*** Begin section ***

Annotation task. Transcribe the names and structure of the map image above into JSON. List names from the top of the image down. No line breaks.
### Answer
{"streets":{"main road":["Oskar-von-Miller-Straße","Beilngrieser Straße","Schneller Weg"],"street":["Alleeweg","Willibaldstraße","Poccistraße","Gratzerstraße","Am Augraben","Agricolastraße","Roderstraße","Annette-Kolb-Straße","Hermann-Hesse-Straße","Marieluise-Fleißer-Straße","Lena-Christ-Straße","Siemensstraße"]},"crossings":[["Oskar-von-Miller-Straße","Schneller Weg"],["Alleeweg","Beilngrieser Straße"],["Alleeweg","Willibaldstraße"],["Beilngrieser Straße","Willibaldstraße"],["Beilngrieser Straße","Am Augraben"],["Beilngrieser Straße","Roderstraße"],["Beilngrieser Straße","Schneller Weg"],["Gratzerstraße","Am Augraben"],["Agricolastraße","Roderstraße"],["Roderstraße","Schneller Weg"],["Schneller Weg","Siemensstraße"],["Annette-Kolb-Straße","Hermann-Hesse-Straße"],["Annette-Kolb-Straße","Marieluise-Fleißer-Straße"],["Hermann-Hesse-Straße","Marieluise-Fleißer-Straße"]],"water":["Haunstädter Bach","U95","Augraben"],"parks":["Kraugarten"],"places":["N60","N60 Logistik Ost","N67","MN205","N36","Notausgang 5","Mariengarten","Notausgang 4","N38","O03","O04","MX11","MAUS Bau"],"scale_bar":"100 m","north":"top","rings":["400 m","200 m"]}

*** End section ***

Retype the whole listing exactly.

SOLUTION FOR THIS PROBLEM.
Annotation task. Transcribe the names and structure of the map image above into JSON. List names from the top of the image down. No line breaks.
### Answer
{"streets":{"main road":["Oskar-von-Miller-Straße","Beilngrieser Straße","Schneller Weg"],"street":["Alleeweg","Willibaldstraße","Poccistraße","Gratzerstraße","Am Augraben","Agricolastraße","Roderstraße","Annette-Kolb-Straße","Hermann-Hesse-Straße","Marieluise-Fleißer-Straße","Lena-Christ-Straße","Siemensstraße"]},"crossings":[["Oskar-von-Miller-Straße","Schneller Weg"],["Alleeweg","Beilngrieser Straße"],["Alleeweg","Willibaldstraße"],["Beilngrieser Straße","Willibaldstraße"],["Beilngrieser Straße","Am Augraben"],["Beilngrieser Straße","Roderstraße"],["Beilngrieser Straße","Schneller Weg"],["Gratzerstraße","Am Augraben"],["Agricolastraße","Roderstraße"],["Roderstraße","Schneller Weg"],["Schneller Weg","Siemensstraße"],["Annette-Kolb-Straße","Hermann-Hesse-Straße"],["Annette-Kolb-Straße","Marieluise-Fleißer-Straße"],["Hermann-Hesse-Straße","Marieluise-Fleißer-Straße"]],"water":["Haunstädter Bach","U95","Augraben"],"parks":["Kraugarten"],"places":["N60","N60 Logistik Ost","N67","MN205","N36","Notausgang 5","Mariengarten","Notausgang 4","N38","O03","O04","MX11","MAUS Bau"],"scale_bar":"100 m","north":"top","rings":["400 m","200 m"]}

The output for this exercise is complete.